Когда дверь лавки распахнулась, он резко обернулся и по своему разочарованию оттого, что это был всего-навсего почтальон, понял, что вопреки всякому здравому смыслу ожидал увидеть португалку. Студентка захлопнула книжку и поднялась. Но вместо того чтобы положить ее на стойку к остальным, остановилась, не отрывая взгляда от серой обложки, провела по ней рукой, и только когда истекли долгие секунды, положила ее так бережно и нежно, будто от неосторожного движения книга могла рассыпаться в прах. Она еще постояла у стойки, словно в колебаниях, не передумать ли и все-таки купить книгу. Потом засунула руки глубоко в карманы и, опустив голову, вышла из магазина. Грегориус взял томик в руки:
AMADEU INÁCIO DE ALMEIDA PRADO
UM OURIVES DAS PALAVRAS
LISBOA 1975.[5]
Появился хозяин лавки, бросил беглый взгляд на книжку и прочитал заглавие вслух. На этот раз Грегориус услыхал только поток шипящих; проглоченные, едва различимые гласные казались лишь поводом для бесконечного повторения змеиного «ш» на конце.

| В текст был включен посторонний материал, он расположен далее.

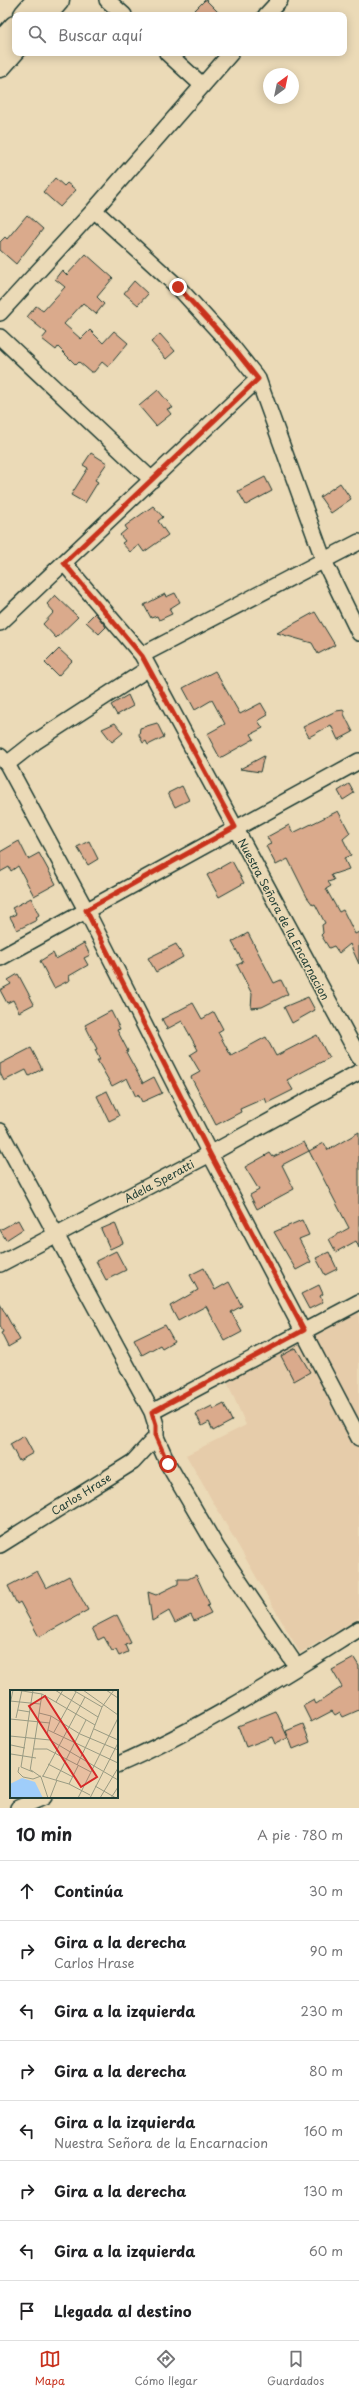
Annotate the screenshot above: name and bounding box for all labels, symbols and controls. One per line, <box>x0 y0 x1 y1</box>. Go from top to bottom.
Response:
search box <box>12 12 347 56</box>
icon: search <box>26 23 48 45</box>
text: Buscar aquí <box>58 23 142 46</box>
north arrow <box>263 68 299 104</box>
route end <box>169 278 187 296</box>
street label: Nuestra Señora de la Encarnacion <box>234 835 334 1003</box>
street label: Adela Speratti <box>121 1155 197 1207</box>
route start <box>159 1455 177 1473</box>
street label: Carlos Hrase <box>48 1469 115 1519</box>
inset map <box>10 1690 118 1798</box>
text: 10 min <box>16 1821 72 1847</box>
text: A pie · 780 m <box>257 1825 343 1844</box>
text: Continúa <box>54 1879 123 1902</box>
icon: ahead <box>16 1880 38 1902</box>
text: 30 m <box>309 1881 343 1900</box>
text: Gira a la derecha <box>54 1930 186 1953</box>
icon: right <box>16 1940 38 1962</box>
text: 90 m <box>310 1941 343 1960</box>
text: Carlos Hrase <box>54 1953 135 1972</box>
text: Gira a la izquierda <box>54 1999 195 2022</box>
icon: left <box>16 2000 38 2022</box>
text: 230 m <box>301 2001 343 2020</box>
text: Gira a la derecha <box>54 2059 186 2082</box>
icon: right <box>16 2060 38 2082</box>
text: 80 m <box>309 2061 343 2080</box>
text: Gira a la izquierda <box>54 2110 195 2133</box>
icon: left <box>16 2120 38 2142</box>
text: 160 m <box>304 2121 343 2140</box>
text: Nuestra Señora de la Encarnacion <box>54 2133 268 2152</box>
text: Gira a la derecha <box>54 2179 186 2202</box>
icon: right <box>16 2180 38 2202</box>
text: 130 m <box>304 2181 343 2200</box>
text: Gira a la izquierda <box>54 2239 195 2262</box>
icon: left <box>16 2240 38 2262</box>
text: 60 m <box>309 2241 343 2260</box>
text: Llegada al destino <box>54 2299 192 2322</box>
icon: arrive <box>16 2300 38 2322</box>
tab: Mapa <box>35 2348 65 2389</box>
tab: Cómo llegar <box>135 2348 197 2389</box>
tab: Guardados <box>267 2348 324 2389</box>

— Вы говорите на португальском?
Грегориус покачал головой.
— Она называется «Золотых слов мастер». Прекрасное название, правда?
— Сдержанно и изящно. Как матовое серебро. Не прочтете его еще раз?

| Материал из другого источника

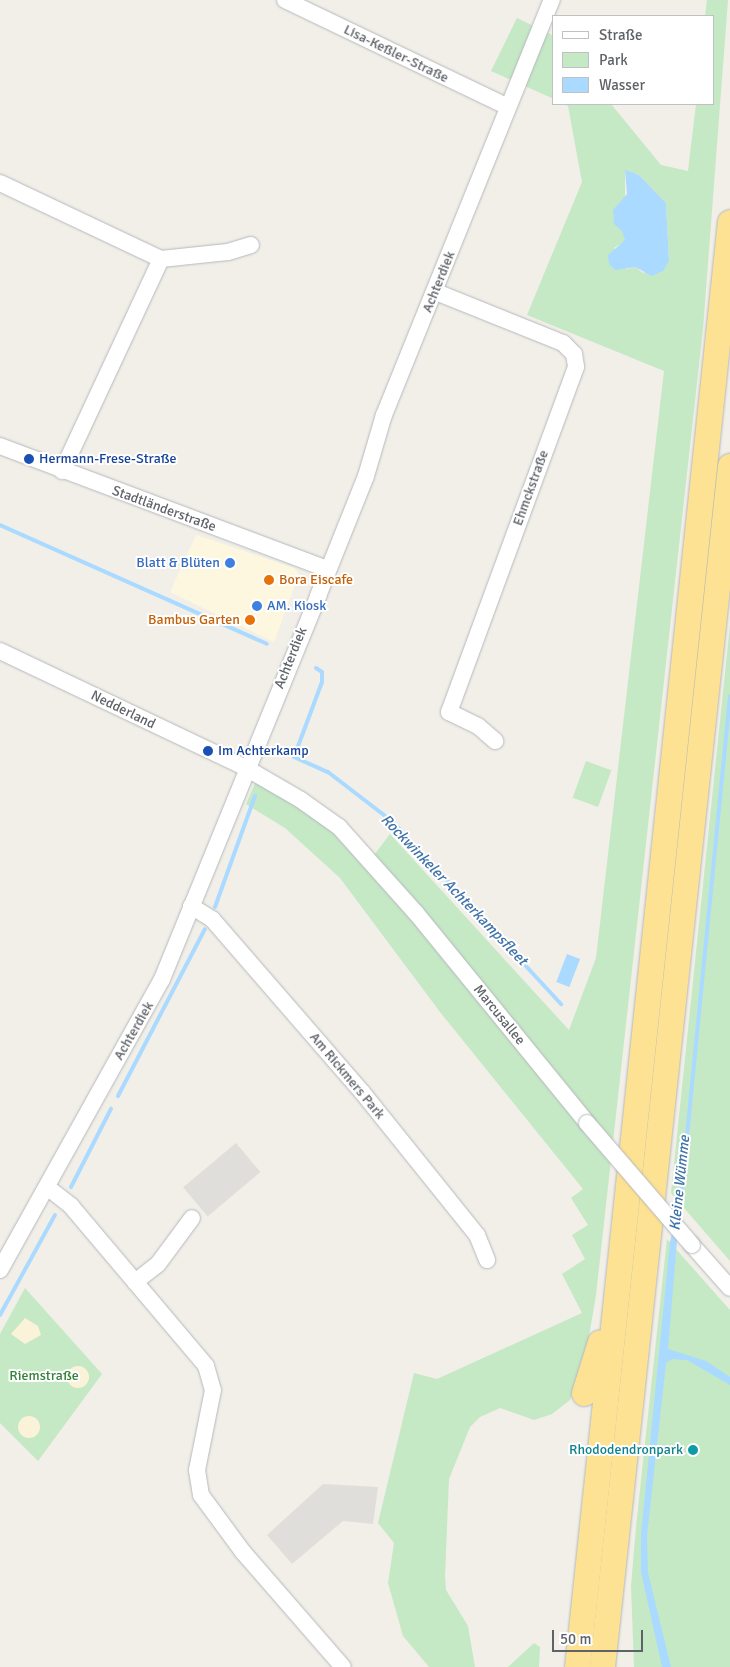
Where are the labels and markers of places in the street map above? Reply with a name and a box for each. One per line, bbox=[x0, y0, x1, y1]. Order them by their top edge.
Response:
place label: Hermann-Frese-Straße bbox=[39, 451, 177, 467]
marker: Hermann-Frese-Straße bbox=[23, 453, 35, 465]
place label: Blatt & Blüten bbox=[136, 555, 220, 571]
marker: Blatt & Blüten bbox=[224, 557, 236, 569]
place label: Bora Eiscafe bbox=[279, 572, 353, 588]
marker: Bora Eiscafe bbox=[263, 574, 275, 586]
place label: AM. Kiosk bbox=[267, 598, 326, 614]
marker: AM. Kiosk bbox=[251, 600, 263, 612]
place label: Bambus Garten bbox=[148, 612, 240, 628]
marker: Bambus Garten bbox=[244, 614, 256, 626]
place label: Im Achterkamp bbox=[218, 743, 309, 759]
marker: Im Achterkamp bbox=[202, 745, 214, 757]
place label: Rhododendronpark bbox=[569, 1442, 683, 1458]
marker: Rhododendronpark bbox=[687, 1444, 699, 1456]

Книготорговец повторил. За словами слышалось еще и то, какое наслаждение доставляет ему само их звучание. Грегориус открыл книгу и перелистал несколько страниц, пока не добрался до текста. Потом протянул ее продавцу, который, бросив на него полный удивления и расположения взгляд, начал читать. Грегориус прикрыл глаза. Закончив абзац, продавец остановился.
— Перевести?
Грегориус кивнул. И вслед за этим услышал слова, потрясшие его до глубины души, ибо звучали они так, будто написаны единственно для него, и не просто для него, а для него нынешнего, рожденного этим утром.
Из тысяч переживаний нашего опыта в лучшем случае лишь одно мы облекаем в слова, да и то случайно, без должной тщательности. Среди всех невысказанных скрываются и те, которые незаметно придают нашей жизни форму, цвет и мелодию. И если мы потом, как археологи души, обращаемся к этим сокрытым сокровищам, то открываем для себя, насколько они неуловимы. Предметы нашего созерцания не желают застывать в неподвижности, слова соскальзывают с пережитого и под конец на бумаге остаются только путаные противоречия. Долгое время я думал, что это недостаток, который надо преодолеть. Сегодня я думаю иначе: само признание путаницы — это «царский путь»[6]к пониманию своих интимных и в то же время непознанных переживаний. Знаю, это звучит странно, даже более чем странно. Но с тех пор как я смотрю на вещи так, чувствую, что впервые по-настоящему бодрствую и живу с открытыми глазами.